Note (2): Compiled from Du et al. (2015, J/ApJ/806/22).
Note (3): As a non-parametric description of the line profile, one can define:
DHβ=FWHM/σHβ where σHβ is the
dispersion (second moment) of the Hβ line. See Equation (2) in
section 1.
Note (4): The relative strength of broad optical FeII emission is expressed as:
RFe=FFeII/FHβ. See Equation 1 in section 1.
Note (5):
e = This NGC 5548 is measured from its mean annual spectra in the AGN
watch database; the average value is provided here.
Note (6): Flag as follows:
a = RFe is measured in this paper;
b = FWHM and sigma are measured from SDSS spectra (the Hbeta width of
SEAMBHs is significantly broadened by the 5" longslit of our campaign;
see details in Ref. 4);
c = the MCMC BH mass is used (see Section 2.2);
d = D_hb is taken from the latest measurements in Ref. 31. We first
calculate DHb for each measurement, and then average.
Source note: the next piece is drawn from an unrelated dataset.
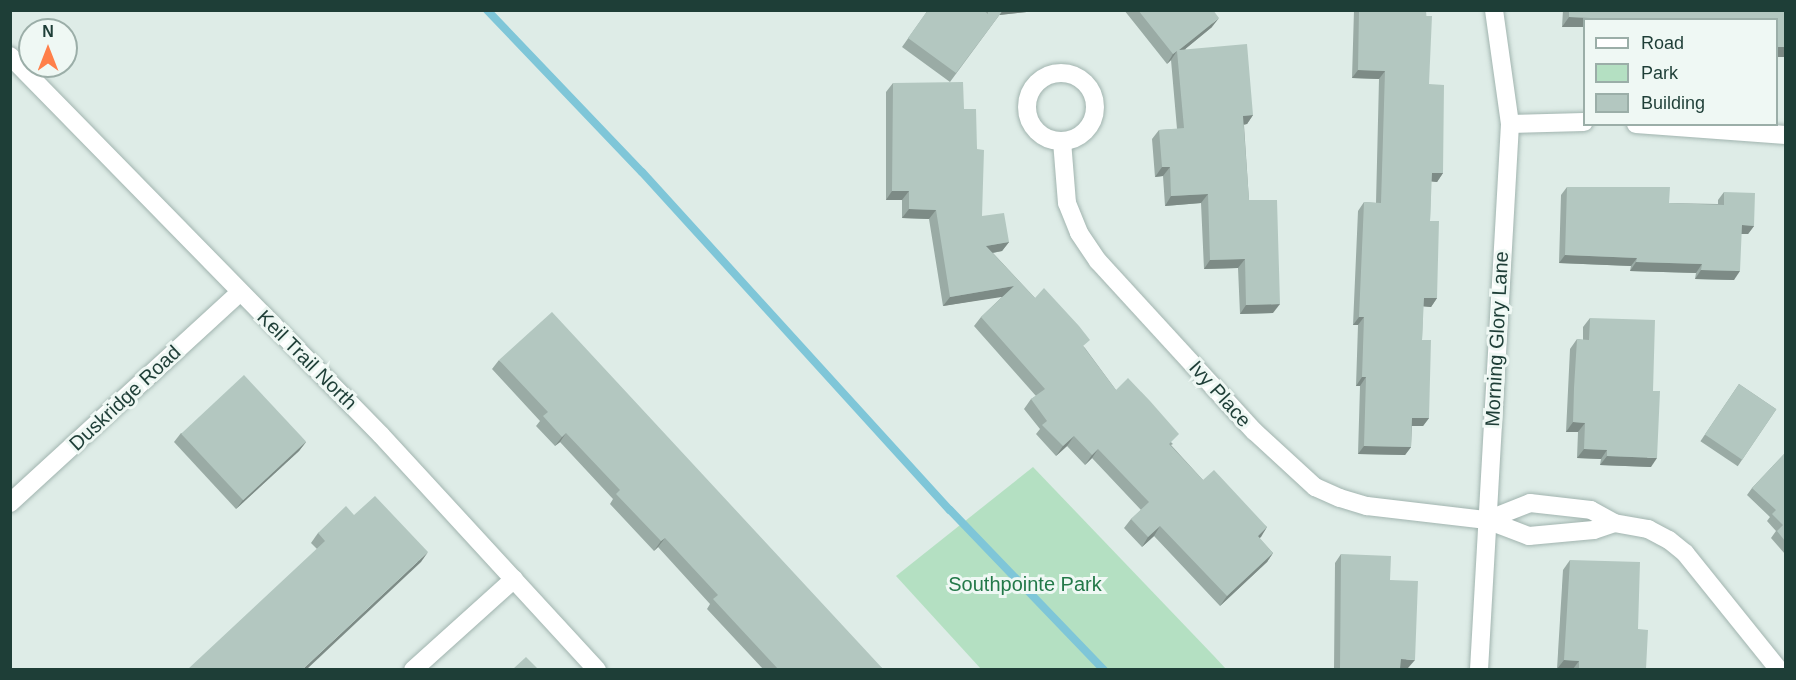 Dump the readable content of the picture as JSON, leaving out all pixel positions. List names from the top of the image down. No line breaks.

In the main text,
we use these averaged numbers for the objects with multiple RM
measurements (treated as one point in all figures).
For NGC 7469, which was mapped twice Collier et al. (1998ApJ...500..162C 1998ApJ...500..162C)
and Ref. 24, the Hβ lags are not very different but the Hβ
FWHM is very different; take the values of FWHM measured by Ref. 31.
NGC 4051 and PG 1700+518 have very small values of DHb in Ref. 5, but
Ref. 31 provides new measurements, which are used here.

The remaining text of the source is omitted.